Extracted records
· · · ·

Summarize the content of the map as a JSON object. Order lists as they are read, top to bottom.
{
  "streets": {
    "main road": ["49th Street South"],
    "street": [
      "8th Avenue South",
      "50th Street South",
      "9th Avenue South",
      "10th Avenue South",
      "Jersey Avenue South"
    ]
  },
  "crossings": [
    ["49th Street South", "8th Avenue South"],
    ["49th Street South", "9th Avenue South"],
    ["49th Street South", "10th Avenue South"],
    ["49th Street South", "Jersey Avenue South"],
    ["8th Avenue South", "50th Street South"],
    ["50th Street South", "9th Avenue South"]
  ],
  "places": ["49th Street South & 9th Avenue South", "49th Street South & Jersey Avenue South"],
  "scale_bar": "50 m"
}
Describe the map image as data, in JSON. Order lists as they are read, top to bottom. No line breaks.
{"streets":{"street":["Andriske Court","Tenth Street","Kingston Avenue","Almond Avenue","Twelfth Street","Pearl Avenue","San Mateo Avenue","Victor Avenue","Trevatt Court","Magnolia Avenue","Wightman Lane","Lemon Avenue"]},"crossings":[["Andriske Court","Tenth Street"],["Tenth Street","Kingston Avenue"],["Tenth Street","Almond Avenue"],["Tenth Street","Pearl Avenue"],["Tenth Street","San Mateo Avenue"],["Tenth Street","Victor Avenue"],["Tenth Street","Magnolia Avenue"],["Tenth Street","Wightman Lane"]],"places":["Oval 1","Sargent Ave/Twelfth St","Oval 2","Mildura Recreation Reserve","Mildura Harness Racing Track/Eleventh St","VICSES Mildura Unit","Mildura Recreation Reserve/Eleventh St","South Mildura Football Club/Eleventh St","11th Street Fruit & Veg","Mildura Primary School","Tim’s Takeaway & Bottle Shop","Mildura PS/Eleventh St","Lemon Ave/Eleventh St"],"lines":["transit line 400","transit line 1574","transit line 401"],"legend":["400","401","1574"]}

· · · ·

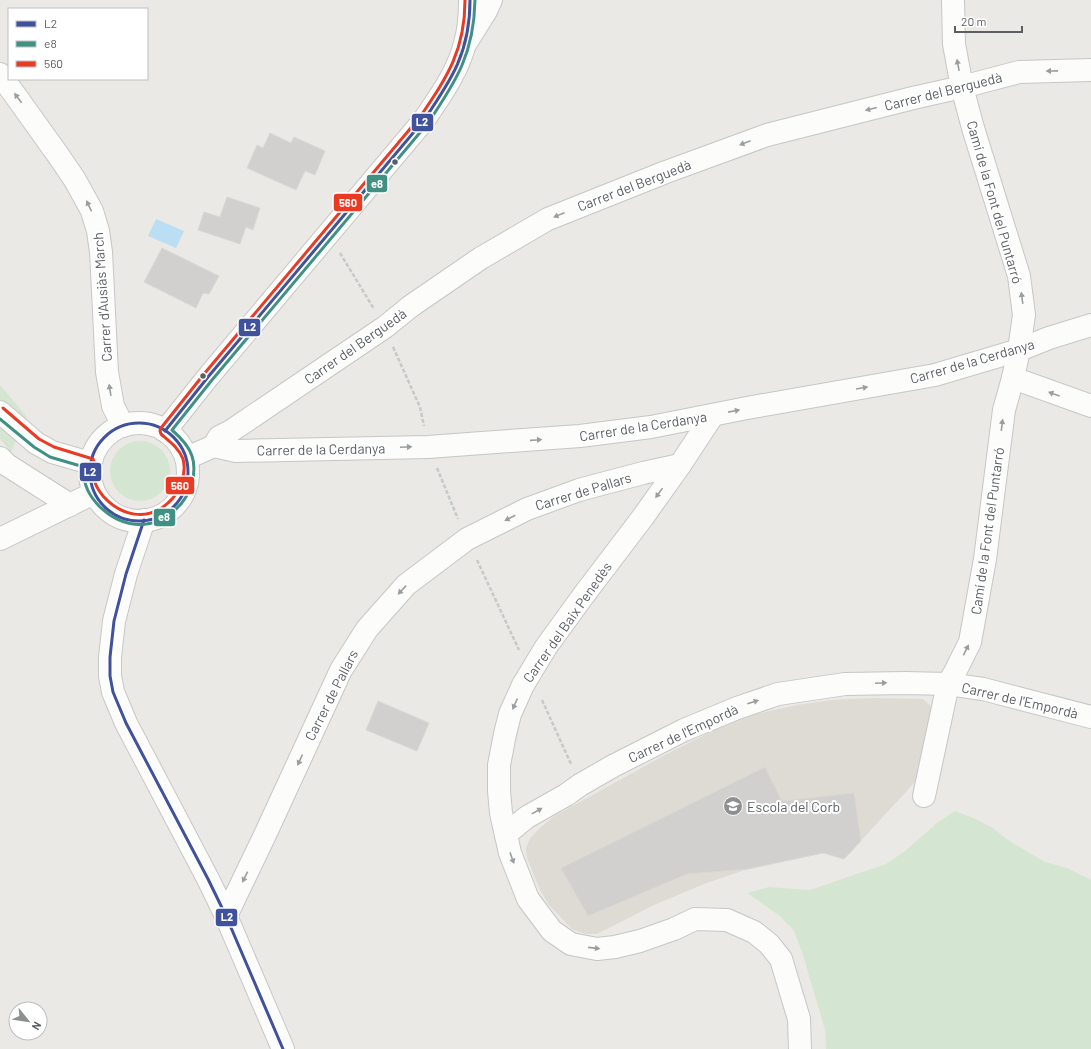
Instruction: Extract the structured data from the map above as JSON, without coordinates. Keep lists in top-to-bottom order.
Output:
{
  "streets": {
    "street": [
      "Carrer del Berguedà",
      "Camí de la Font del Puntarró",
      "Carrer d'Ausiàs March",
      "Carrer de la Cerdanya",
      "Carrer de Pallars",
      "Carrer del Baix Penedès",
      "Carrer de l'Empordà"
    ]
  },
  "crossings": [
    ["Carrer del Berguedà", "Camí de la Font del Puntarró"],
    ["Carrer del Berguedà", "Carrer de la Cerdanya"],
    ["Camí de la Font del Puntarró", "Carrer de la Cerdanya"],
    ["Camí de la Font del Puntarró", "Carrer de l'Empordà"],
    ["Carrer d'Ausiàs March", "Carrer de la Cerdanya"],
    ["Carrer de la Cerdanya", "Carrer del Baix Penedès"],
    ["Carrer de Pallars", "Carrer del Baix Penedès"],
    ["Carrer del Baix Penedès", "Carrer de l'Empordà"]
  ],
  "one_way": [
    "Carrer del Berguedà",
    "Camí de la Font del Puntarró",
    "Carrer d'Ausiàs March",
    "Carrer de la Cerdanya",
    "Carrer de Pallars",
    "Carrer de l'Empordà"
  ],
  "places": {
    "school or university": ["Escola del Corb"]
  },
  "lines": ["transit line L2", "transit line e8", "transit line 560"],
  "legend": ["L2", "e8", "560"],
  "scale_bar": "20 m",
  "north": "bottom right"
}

· · · ·

Work order: Whichever lines of the data include the word "Empordà", pull them out.

Exercise solution:
      "Carrer de l'Empordà"
    ["Camí de la Font del Puntarró", "Carrer de l'Empordà"],
    ["Carrer del Baix Penedès", "Carrer de l'Empordà"]
    "Carrer de l'Empordà"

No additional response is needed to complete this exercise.